Temperature is just another limiting factor like light. Obviously corals can tolerate different levels of light, although it should be obvious to even a fairly new hobbyist that the lower the light level, the slower the growth. Corals can obviously be moved to different lighting regimes and adapt to the new level, but their growth rate differs depending on the light available not on how close the level of light available is to what light was available at their original settling point. The same species of coral will grow at the same rate (once time is allowed for acclimatisation) regardless of the light level they had at the point of their original settling. The same goes for temperature.
Look at humans for example, those in cooler climates have adapted to the climate only because they are able to keep themselves warm via shelter and clothing. The internal biology has not changed - humans could not survive in many places in Europe if not for clothing and shelter, yet in the warmer climates, it is simple and they do not need to wear much in the way of clothes. In the cooler cliimates, more energy is expended by the body in an attempt to keep it warm, so more food is needed. In the warmer climate, on the other hand, this energy isn't wasted, so humans are able to survive on lower food levels. Can you take a human from a cold climate and move it to a warm climate? Yes, of course. Will that human do better living in the warmer climate? For humans, that is a very subjective thing, but certainly from a biological point-of-view, they will not need as much energy input.

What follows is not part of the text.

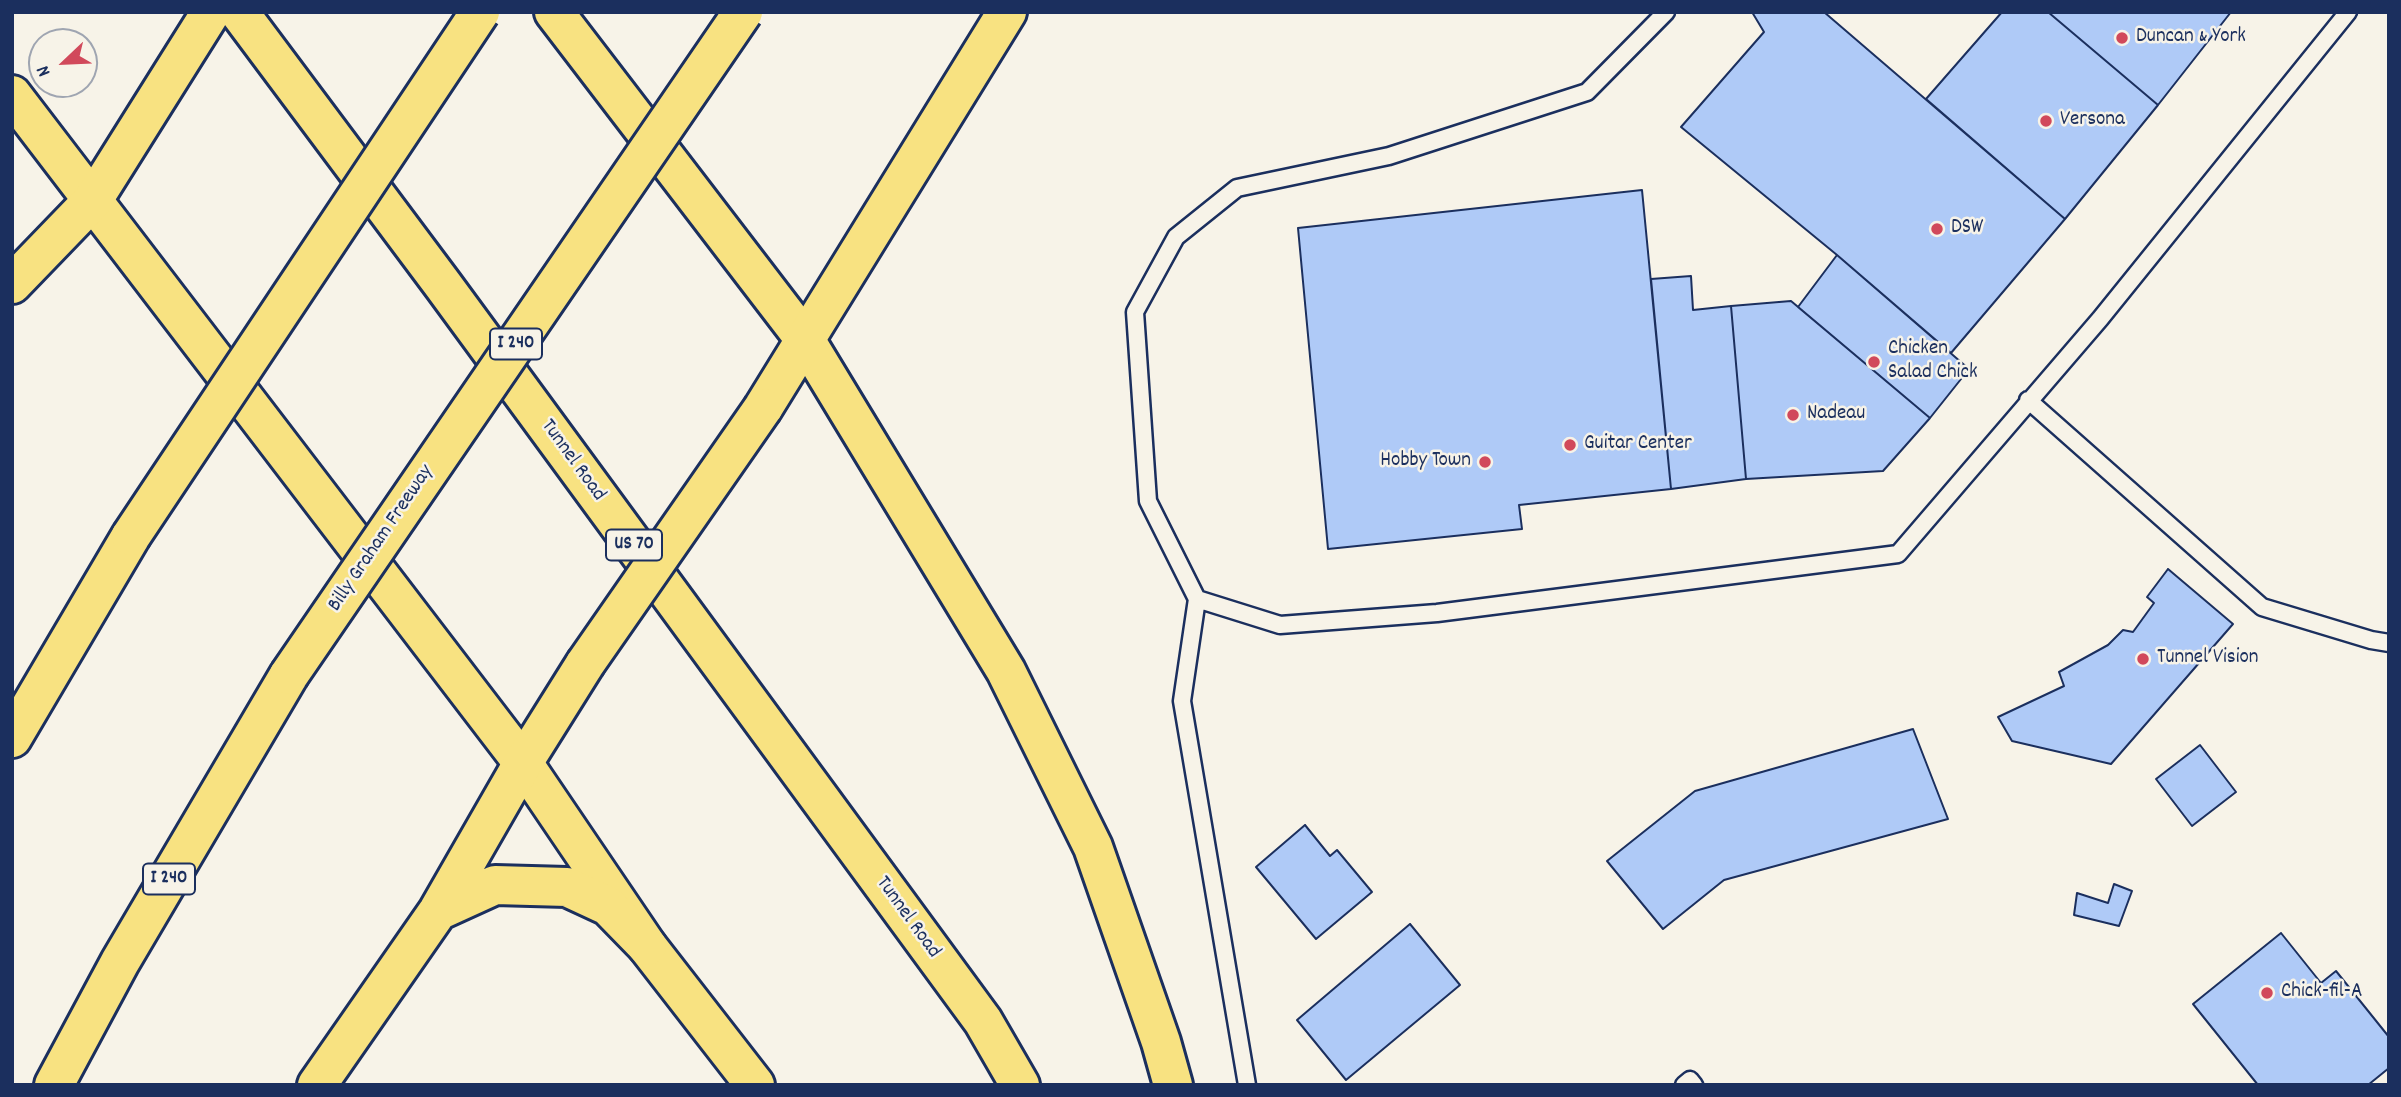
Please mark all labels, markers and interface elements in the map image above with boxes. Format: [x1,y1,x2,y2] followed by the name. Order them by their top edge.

Now, fish are obviously cold-blooded and they have no thermoregulatory system so they don't waste energy in this process. From a biological outlook though, the temperature they are living at is very important. The reason for this is to do with body chemistry. There are innumerable enzymes in an organism that operate properly only within a fairly narrow temperature range. Animals evolved (not acclimatised) to live within certain temperature ranges need to stay within that temp range because if they don't, then their body chemistry doesn't work efficiently. There is an incredibly complex chain of events derived from the function of a bodies enzymes and when they cease to function properly (due to incorrect temp), then other functions are compromised too and it results in less than optimal health reproduction and longevity. The complex nature of these enzyme interactions doesn't allow for an organism to just "adapt" over a short period of time, these sorts of changes are more evolutionary and span a far greater period of time than the average person thinks. The time taken for these things to change is measured in thousands to millions of years and when they do finally make the evolutionary leap, they are a different species.
Focusing on the individual collected coral now, how do you conclude that this individual can re-acclimate to higher temps just because its cousins are found in areas centered around higher average temps?
I know it may seem like a matter of semantics, but they are not cousins, they are siblings. A cousin would be another species in the same genus, for example. Perhaps it is the fact that you are seeing them as somewhat relatively removed from each other in a biological sense that there is this difference of opinion.
From a biological point-of-view, why do you think a species of coral can't re-acclimate to the optimal temp? What biological process would stop it from being able to do this?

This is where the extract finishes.